6) Ultrasonografi : melokalisasi plasenta menetukan pertumbuhan, kedudukan, dan presentasi janin
7) Amniosintess : Mengkaji maturitas paaru janin
8) Tes stres kontraksi atau non-stres : mengkaji respons janin
9) Terhadap gerakan/stres dari polakontraksi uterus/polaabnormal
10) Penentuan elektronik selanjutnya :memastikan status janin/aktivitas uterus

G. PENATALAKSANAAN
1. Mobilisasi
Karena lelah sehabis bersalin, ibu harus istirahat, tidur terlentang selama 8 jam pasca
persalian. Kemudian boleh miring-miring ke kanan dan kiri untuk mencegah terjadinya
trombosis dan tromboembloli. Pada hari ke 2 diperbolehkan duduk, hari ke 3 jalan-jalan dan
hari ke 4 sampai sudah diperbolehkan pulang.
2. Diet
Makanan harus bermutu, bergizi dan cukup kalori, sebaiknya makanmakanan yang
mengandung protein, banyak cairan, sayur-sayuran dan buah-buahan
3. Miksi
Hendaknya kencing akan dilakukan sendiri akan secepatnya. Bila kandung kemih panuh dan
sulit tenang, sebaiknya dilakukan katerisasi. Dengan melakukan mobilisasi secepatnya tak
jarang kesulitan miksi dapat diatasi.
4. Defekasi
Buang air besar harus dilakukan 3 sampai 4 hari pasca persalinan. Bila terjadi opstipasi dan
timbul koprostase hingga skibala tertimbun di rectum, mungkin terjadi febris. Lakukan klisma
atau berikan laksan per oral atatupun per rektal. Dengan melakukan mobilisasi sedini
mungkin tidak jarang kesulitan defekasi dapat diatasi.
5. Perawatan payudara
a) Dimulai sejak wanita hamil supaya puting susu lemas, tidak keras dan kering sebagai
persiapan untuk menyusui bayi.
b) Jika puting rata sejak hamil ibu dapat menarik-narik puting susu. Ibu harus tetap menyusui
agar puting selalu sering tertarik.
6. Puting lecet
Puting lecet dapat disebabkan cara menyusui atau perawatan payudara tidak benar dan infeksi
monilia. Penatalaksanaan dengan tekhnik menyusui yang benar, puting harus kering saat
menyusui, puting diberi lanolin. Monilia diterapi dengan menyusui pada payudara yang tidak
lecet. Bila lecetnya luas menyusuinya ditunda 24 jam sampai 48 jam air susu ibu dikeluarkan
dengan atau pompa.
7. Payudara bengkak
Payudara bengkak disebabkan pengeluaran air susu yang tidak lancar karena bayi tidak cukup
sering menyusui atau terlalu cepat disapih. Penatalaksanaan dengan menyusui lebih sering
dan kompres hangat.
Susu dikeluarkan dengan pompa dan pemberian analgesic.
8. Mastitis
Payudara tampak edema, kemerahan dan nyeri yang biasanya terjadi beberapa minggu setelah
melahirkan. Penatalaksanaan dengan kompres hangat atau dingin, pemberian antibiotik dan
analgesic, menyusui tidak dihentikan.
9. Abses payudara
Pada payudara dengan abses air susu ibu dipompa, abses dinsisi, diberikan antibiotik dan
analgesic
10. Laktasi
Umumnya produksi air susu ibu berlansung betul pada hari kedua dan ketiga pasca
persalinan. Pada hari pertama air susu mengandung kolostrum yang merupakan cairan kuning
lebih kental daripada susu, mengandung banyak protein dan globulin (Hafifah, 2011).

H. KOMPLIKASI
1. Perdarahan
Perdarahan yaitu darah yang keluar lebih dari 500-600 ml dalam masa 24 jam setelah anak lahir.

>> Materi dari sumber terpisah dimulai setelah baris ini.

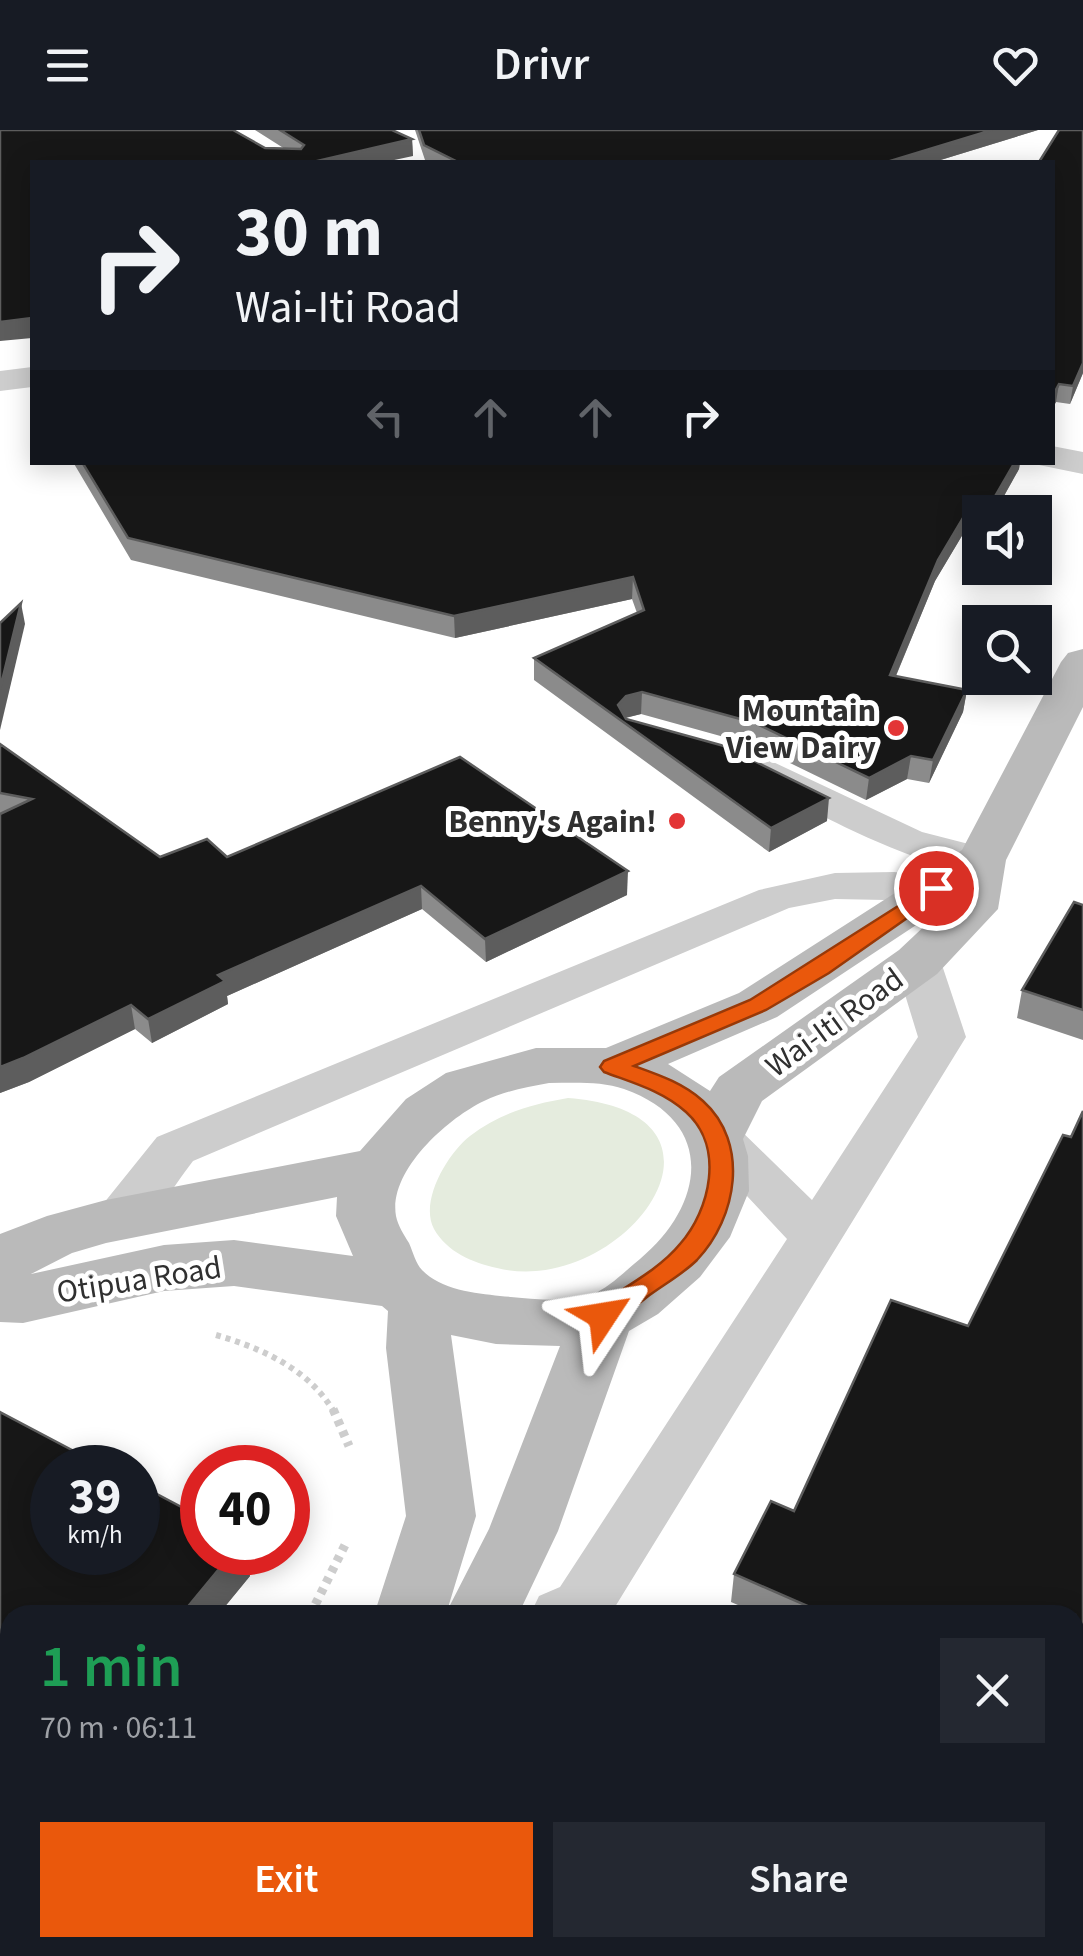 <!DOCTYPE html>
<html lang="en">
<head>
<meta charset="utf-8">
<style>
	body { margin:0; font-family:"Source Sans 3",sans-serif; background:#242831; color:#f1f3f6; height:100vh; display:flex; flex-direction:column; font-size:38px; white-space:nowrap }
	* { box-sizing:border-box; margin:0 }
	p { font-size:32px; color:#9ea1a6 }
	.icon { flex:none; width:55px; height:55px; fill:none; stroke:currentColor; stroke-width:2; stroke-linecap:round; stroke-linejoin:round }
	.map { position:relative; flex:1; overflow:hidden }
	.drawer { position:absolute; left:0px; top:1475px; width:1085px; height:352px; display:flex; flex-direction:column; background:#171b24; border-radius:30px 30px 0 0; box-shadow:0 5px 25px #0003 }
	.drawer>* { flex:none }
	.top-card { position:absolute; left:30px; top:30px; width:1025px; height:305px; border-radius:0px; box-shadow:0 5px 25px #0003; background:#171b24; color:#f1f3f6; overflow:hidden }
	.controls { position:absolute; left:962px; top:365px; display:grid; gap:20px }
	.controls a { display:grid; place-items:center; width:90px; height:90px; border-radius:0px; background:#171b24; box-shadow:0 5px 25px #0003; font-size:50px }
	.speed { position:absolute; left:30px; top:1315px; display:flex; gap:20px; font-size:50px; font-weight:700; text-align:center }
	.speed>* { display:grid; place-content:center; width:130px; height:130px; border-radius:50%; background:#171b24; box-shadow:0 5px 25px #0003; line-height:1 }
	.speed small { font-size:25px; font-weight:400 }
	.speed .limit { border:15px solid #d22; background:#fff; color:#111 }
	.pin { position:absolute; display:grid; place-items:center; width:85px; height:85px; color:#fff; margin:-42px; border:5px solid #fff; border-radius:50%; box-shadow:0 2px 10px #0007 }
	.me { position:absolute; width:110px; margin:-55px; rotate:57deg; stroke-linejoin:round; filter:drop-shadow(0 0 8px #0008) }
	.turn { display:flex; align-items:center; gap:35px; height:210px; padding:0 40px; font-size:45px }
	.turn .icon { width:130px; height:130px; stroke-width:2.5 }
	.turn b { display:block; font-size:70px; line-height:85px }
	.lanes { display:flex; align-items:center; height:95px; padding:0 40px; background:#0003; justify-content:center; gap:50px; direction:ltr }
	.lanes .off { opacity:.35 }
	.round { display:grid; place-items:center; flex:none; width:105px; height:105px; border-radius:0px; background:#242831 }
	.head { display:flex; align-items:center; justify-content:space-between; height:170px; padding:0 40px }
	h1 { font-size:60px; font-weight:600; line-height:75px; color:#1e9e55 }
	.primary-button { display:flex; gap:20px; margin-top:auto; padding:20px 40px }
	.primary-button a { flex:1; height:115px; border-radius:0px; background:#ea580c; color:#fff; font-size:40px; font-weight:600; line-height:115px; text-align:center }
	.primary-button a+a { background:#242831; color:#f1f3f6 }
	header { display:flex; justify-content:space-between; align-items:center; height:130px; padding:0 40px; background:#171b24; font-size:45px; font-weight:600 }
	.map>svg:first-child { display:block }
</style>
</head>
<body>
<header><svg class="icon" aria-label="menu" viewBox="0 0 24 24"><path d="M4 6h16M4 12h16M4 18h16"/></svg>Drivr<svg class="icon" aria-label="heart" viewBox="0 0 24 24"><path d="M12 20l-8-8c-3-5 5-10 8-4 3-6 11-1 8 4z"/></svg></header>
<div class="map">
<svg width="1083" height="1826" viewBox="0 0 1083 1826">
	<rect width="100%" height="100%" fill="#fff"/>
	<!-- green -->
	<path fill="#e5ecde" d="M568 968C762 983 622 1169 497 1138 473 1133 447 1122 434 1099 419 1071 448 1023 470 1006 500 983 532 974 568 968Z"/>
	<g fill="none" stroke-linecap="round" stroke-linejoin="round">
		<!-- path-far1 -->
		<path stroke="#cdcdcd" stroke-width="6" stroke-dasharray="5 5" stroke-linecap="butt" d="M216 1205C261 1218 309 1239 334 1282"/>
		<!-- path -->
		<g stroke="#cdcdcd" stroke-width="9" stroke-dasharray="6 6" stroke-linecap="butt">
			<path d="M333 1279 349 1316"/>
			<path d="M310 1485 345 1415"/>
		</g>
		<!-- lane -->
		<g fill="#cdcdcd" fill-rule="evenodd">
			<path d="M771 631 922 702 996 721 1002 730 996 739C939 753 810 679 757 652L751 643 757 634Z"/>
			<path d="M894 742 951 749 958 758 951 767 936 771 835 769 789 778 193 1031C167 1064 143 1116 99 1102L91 1089 157 1007 759 760 835 743Z"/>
			<path d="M918 818 934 822 941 832 966 907 610 1485H530L539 1466 560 1457 787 1109 691 1006 698 994 716 989 734 994 812 1070 918 907 895 832 902 822Z"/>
		</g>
		<!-- street -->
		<g fill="#cdcdcd" fill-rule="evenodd">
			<path d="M32 237V257L0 261V241Z"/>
			<path d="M1052 316 1083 322V344L1039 335 1052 332Z"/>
		</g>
		<!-- secondary -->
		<g fill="#bababa" fill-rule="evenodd">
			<path d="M1083 519V577L1006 730 998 779 937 844 762 971 743 1009 748 1026 749 1061 730 1107 700 1147 658 1184 629 1201 558 1401 518 1485H374L406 1386 386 1218 388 1181 382 1176 234 1156 164 1161 23 1193 0 1192V1104L47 1086 106 1070 360 1021 406 969 446 943 536 918H606L739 863 962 720 1061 532 1068 523ZM948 774 899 820 719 947 710 961 668 934 777 887ZM549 953C573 953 601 951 624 959 717 992 705 1075 640 1129 625 1141 609 1158 591 1165 564 1174 527 1168 500 1166 475 1163 441 1160 422 1140 416 1134 413 1122 409 1113 404 1105 398 1096 396 1086 388 1041 448 988 484 971 505 961 526 957 549 953ZM337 1067 336 1086 353 1126 234 1110 164 1115 31 1144 72 1123 106 1113ZM451 1205 496 1214 560 1216 489 1399 447 1481 476 1386Z"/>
			<path d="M189 1818H274L271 1826H185Z"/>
		</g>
	</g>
	<!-- wall -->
	<g fill="#8b8b8b">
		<path d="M255 0H392L412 9 413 26 32 32 265 18 285 19Z"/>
		<path d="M415 0H1038L934 32H429L425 30Z"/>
		<path d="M1083 0V243L1070 274 1056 272 1052 279V32Z"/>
		<path d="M73 332H1020L1019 339 995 382H980V407L963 404 935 451 896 546 967 560 963 582 929 653 907 649 866 670 753 615 641 584 625 588 827 691 769 722 534 550V528L637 483 632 469 455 508 131 430Z"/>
		<path d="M0 614 160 727H227L627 765 486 832 422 779 227 866 228 874 152 913 135 899 29 952 0 963Z"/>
		<path d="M1083 775V910L1017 888 1022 860Z"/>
		<path d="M1083 981V1628L1075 1624V1485H761L731 1472 734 1444 968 1196 1071 1007Z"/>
		<path d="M0 1282 202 1422H246L250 1446 218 1485H10V1595L0 1593Z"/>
		<path d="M926 1818H981L977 1826H942Z"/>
	</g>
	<!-- shaded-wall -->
	<g fill="#5d5d5d">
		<path d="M992 0H1038L934 32H887Z"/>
		<path d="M412 9 413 26 385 32H313Z"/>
		<path d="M32 188V208L0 211V192Z"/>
		<path d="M1083 233V243L1070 274 1073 256Z"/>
		<path d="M1059 254 1056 272 1052 279V267Z"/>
		<path d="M1015 332H1020L1019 339 995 382H986Z"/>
		<path d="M966 383 963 404 935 451 887 567 890 545 938 430Z"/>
		<path d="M633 447 632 469 455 508 454 486Z"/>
		<path d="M21 473 25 494 0 600V559Z"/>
		<path d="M967 560 963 582 929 653 933 630Z"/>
		<path d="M642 562 641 584 625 588 618 575 626 566Z"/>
		<path d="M911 626 907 649 866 670 869 648Z"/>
		<path d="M829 668 827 691 769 722 771 698Z"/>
		<path d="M628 741 627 765 486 832 485 809Z"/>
		<path d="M421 756 422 779 227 866 228 874 152 913 148 889 218 845Z"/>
		<path d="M131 875 135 899 29 952 0 963V937Z"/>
		<path d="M233 1422H246L250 1446 218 1485H181Z"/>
	</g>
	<!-- building -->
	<g fill="#171717" stroke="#5d5d5d" stroke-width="2.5">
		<path d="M0 0H233L265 18 301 19 304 15 280 0H392L412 9 313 32H32V188L0 192Z"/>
		<path d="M419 0H992L887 32H458L424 15Z"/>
		<path d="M1059 0H1083V233L1073 256 1059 254 1052 267V32H1039Z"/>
		<path d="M82 332H1015L986 382H980V386L966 383 938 430 890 545 967 560 933 630 911 626 869 648 755 593 642 562 626 566 618 575 626 589 724 616 829 668 771 698 534 528 644 480 633 447 454 486 128 408Z"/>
		<path d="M21 473 0 559V493Z"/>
		<path d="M0 614 160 727 207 709 227 727 460 627 628 741 485 809 421 756 218 845 225 851 148 889 131 875 23 928 0 937V684L32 669 0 663Z"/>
		<path d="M1074 772 1083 775V880L1022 860Z"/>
		<path d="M1083 981V1597L1075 1593V1485H828L734 1444 771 1371 794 1381 891 1170 968 1196 1063 1005 1071 1007Z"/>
		<path d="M0 1282 106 1338H52V1422H138V1354L202 1388V1422H233L181 1485H94L91 1484 90 1485H10V1562L0 1560Z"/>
		<path d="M532 1818H748L763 1826H528Z"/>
		<path d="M956 1818H979L975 1826Z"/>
	</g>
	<!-- route -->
	<path fill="#ea580c" stroke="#983908" stroke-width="2.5" d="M936 752 944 753 947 758 944 762 829 843 766 880 634 936C659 945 683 953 703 971 750 1013 737 1088 697 1130 683 1144 663 1155 647 1167 631 1179 614 1199 594 1193L590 1186 594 1178C621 1159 659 1140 680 1114 710 1080 725 1017 686 982 663 961 633 953 604 942L600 937 604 931 750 870Z"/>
	<!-- markers -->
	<g fill="#e33536" stroke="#fff" stroke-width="4">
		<circle cx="896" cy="598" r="10"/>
		<circle cx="677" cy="691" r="10"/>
	</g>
	<g text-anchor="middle" stroke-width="10" stroke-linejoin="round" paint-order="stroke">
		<!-- poi labels -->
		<g font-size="32" font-weight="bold" fill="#303030" stroke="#fff" text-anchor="end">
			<text x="876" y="591">Mountain<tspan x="876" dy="37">View Dairy</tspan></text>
			<text x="657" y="702">Benny's Again!</text>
		</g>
		<!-- street labels -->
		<g font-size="32" fill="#303030" stroke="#fff">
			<text transform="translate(834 892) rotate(-36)" y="11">Wai-Iti Road</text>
			<text transform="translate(139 1149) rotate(-9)" y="11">Otipua Road</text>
		</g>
	</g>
</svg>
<div class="controls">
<a><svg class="icon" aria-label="sound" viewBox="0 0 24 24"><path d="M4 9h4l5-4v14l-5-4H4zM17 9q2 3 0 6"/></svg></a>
<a><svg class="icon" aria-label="search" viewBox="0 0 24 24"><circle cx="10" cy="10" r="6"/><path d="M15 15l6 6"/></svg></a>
</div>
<div class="speed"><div>39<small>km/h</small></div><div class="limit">40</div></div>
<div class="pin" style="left:936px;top:758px;background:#d93025"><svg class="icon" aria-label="arrive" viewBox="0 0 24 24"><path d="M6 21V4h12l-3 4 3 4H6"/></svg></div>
<svg class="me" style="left:603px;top:1186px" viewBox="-20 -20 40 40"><path d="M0-17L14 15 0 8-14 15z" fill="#ea580c" stroke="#fff" stroke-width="4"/></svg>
<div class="top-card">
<div class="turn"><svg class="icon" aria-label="right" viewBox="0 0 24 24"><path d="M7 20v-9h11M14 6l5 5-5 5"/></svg><div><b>30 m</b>Wai-Iti Road</div></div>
<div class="lanes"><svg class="icon off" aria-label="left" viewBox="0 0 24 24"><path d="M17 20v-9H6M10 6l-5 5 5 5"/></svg><svg class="icon off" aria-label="ahead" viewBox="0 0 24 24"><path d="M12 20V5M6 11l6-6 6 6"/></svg><svg class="icon off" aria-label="ahead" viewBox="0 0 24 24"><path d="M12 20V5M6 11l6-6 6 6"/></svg><svg class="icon" aria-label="right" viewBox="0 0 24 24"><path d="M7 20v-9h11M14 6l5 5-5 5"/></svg></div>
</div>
<section class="drawer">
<div class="head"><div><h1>1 min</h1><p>70 m · 06:11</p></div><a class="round"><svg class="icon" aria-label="close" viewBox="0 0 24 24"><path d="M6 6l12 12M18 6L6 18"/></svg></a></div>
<div class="primary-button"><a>Exit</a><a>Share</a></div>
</section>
</div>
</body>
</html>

Perdarahan dibagi menjadi dua yaitu:
a) Perdarahan post partum primer yaitu pada 24 jam pertama akibat antonia uteri, retensio
plaseta, sisa plasenta, laserasi jalan lahir dan involusio uteri.
b) Perdarahan post partum sekunder yaitu terjadi setelah 24 jam. Penyebab perdarahan
sekunder adalah sub involusio uteri, retensio sisa plasenta, infeksi postpartum.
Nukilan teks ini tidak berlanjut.